Il se fit un grand schisme dans l'école éléatique, qui la divisa en deux sortes de philosophes qui conservèrent le même nom, mais dont les principes furent aussi opposés qu'il était possible qu'ils le fussent ; les uns se perdant dans des abstractions, et élevant la certitude des connaissances métaphysiques aux dépens de la science des faits, regardèrent la physique expérimentale et l'étude de la nature comme l'occupation vaine et trompeuse d'un homme qui, portant la vérité en lui-même, la cherchait au-dehors, et devenait de propos délibéré le jouet perpétuel de l'apparence et des fantômes : de ce nombre furent Xénophane, Parménide, Mélisse, et Zénon ; les autres, au contraire, persuadés qu'il n'y a de vérité que dans les propositions fondées sur le témoignage de nos sens, et que la connaissance des phénomènes de la nature est la seule vraie philosophie, se livrèrent tout entiers à l'étude de la Physique : et l'on trouve à la tête de ceux-ci les noms célèbres de Leucippe, de Démocrite, de Protagoras, de Diagoras, et d'Anaxarque. Ce schisme nous donne la division de l'histoire de la philosophie éléatique, en histoire de l'Eléatisme métaphysique, et en histoire de l'Eléatisme physique.

Histoire des éléatiques métaphysiciens. Xénophane vécut si longtemps, qu'on ne sait à quelle année rapporter sa naissance. La différence entre les historiens est de vingt olympiades : mais il est difficîle d'en trouver une autre que la cinquante-sixième, qui satisfasse à tous les faits donnés. Xénophane, né dans la cinquante-sixième olympiade, put apprendre les éléments de la Grammaire, tandis qu'Anaximandre fleurissait ; entrer dans l'école pythagoricienne à l'âge de vingt-cinq ans, professer la philosophie jusqu'à l'âge de quatre-vingt-douze, être témoin de la défaite des Perses à Platée et à Marathon, voir le règne d'Hiéron, avoir Empedocle pour disciple, atteindre le commencement de la quatre-vingt-unième olympiade, et mourir âgé de cent ans.

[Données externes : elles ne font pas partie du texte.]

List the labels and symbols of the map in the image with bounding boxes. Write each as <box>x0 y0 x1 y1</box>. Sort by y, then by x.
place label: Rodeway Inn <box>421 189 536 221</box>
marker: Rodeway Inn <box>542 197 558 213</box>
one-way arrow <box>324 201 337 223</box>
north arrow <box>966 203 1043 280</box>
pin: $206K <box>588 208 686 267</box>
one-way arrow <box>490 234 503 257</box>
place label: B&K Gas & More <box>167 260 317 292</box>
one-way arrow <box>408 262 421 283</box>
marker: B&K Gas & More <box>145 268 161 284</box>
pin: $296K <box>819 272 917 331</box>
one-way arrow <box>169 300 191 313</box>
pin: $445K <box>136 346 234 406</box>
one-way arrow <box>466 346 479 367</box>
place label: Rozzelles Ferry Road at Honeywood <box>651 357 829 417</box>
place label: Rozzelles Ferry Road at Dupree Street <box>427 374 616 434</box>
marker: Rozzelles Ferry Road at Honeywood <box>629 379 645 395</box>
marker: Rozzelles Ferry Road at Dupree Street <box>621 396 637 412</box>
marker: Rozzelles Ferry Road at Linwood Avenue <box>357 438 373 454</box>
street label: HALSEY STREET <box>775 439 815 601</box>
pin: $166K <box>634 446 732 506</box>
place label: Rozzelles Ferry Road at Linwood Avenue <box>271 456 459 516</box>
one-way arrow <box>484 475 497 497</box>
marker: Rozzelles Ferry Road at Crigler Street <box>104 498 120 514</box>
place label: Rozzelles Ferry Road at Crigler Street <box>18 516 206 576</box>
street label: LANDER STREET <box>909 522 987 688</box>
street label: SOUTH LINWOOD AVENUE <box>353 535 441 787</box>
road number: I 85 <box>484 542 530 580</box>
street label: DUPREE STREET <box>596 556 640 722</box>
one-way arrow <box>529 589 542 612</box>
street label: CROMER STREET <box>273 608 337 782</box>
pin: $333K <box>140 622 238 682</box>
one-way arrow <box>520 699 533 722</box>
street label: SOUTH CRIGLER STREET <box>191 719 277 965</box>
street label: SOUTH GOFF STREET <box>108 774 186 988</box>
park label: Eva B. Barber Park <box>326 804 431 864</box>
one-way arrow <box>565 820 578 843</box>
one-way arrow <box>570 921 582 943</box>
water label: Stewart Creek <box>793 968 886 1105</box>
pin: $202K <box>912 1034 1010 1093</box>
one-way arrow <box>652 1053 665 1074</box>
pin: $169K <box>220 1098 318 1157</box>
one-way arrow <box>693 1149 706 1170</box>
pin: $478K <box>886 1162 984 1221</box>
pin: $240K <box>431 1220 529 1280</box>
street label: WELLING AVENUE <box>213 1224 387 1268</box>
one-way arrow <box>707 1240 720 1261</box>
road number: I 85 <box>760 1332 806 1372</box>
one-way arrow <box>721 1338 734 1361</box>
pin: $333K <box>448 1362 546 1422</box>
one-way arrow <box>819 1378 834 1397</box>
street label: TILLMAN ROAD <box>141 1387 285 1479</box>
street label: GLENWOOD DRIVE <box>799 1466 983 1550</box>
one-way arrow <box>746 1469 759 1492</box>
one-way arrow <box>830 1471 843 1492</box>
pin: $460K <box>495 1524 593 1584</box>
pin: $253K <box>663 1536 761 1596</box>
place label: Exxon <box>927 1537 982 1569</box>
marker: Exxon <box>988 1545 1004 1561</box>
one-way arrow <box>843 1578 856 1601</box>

Xénophane n'eut point de maître. Persécuté dans sa patrie, il se retira à Zancle ou à Catane dans la Sicile. Il était poète et philosophe. Réduit à la dernière indigence, il alla demander du pain à Hiéron. Demander du pain à un tyran ! il valait encore mieux chanter ses vers dans les rues ; cela eut été plus honnête et plus conforme aux mœurs du temps. Indigné des fables qu'Homère et Hésiode avaient débitées sur le compte des dieux, il écrivit contre ces deux poètes ; mais les vers d'Hésiode et d'Homère sont parvenus jusqu'à nous, et ceux de Xénophane sont tombés dans l'oubli. Il combattit les principes de Thalès et de Pythagore ; il harcela un peu le philosophe Epiménide ; il écrivit l'histoire de son pays ; il jeta les fondements d'une nouvelle philosophie dans un ouvrage intitulé de la nature. Ses disputes avec les philosophes de son temps, servirent aussi d'aliment à la mauvaise humeur de Timon ; je veux dire que le misantrope s'en réjouissait intérieurement, quoiqu'il en parut fâché à l'extérieur.

Nous n'avons point les ouvrages des Eléatiques ; et l'on accuse ceux d'entre les anciens qui ont fait mention de leurs principes, d'avoir mis peu d'exactitude et de fidélité dans l'exposition qu'ils nous en ont laissée. Il y a toute apparence que les Eléatiques avaient la double doctrine. Voici tout ce qu'on a pu recueillir de leur métaphysique et de leur physique.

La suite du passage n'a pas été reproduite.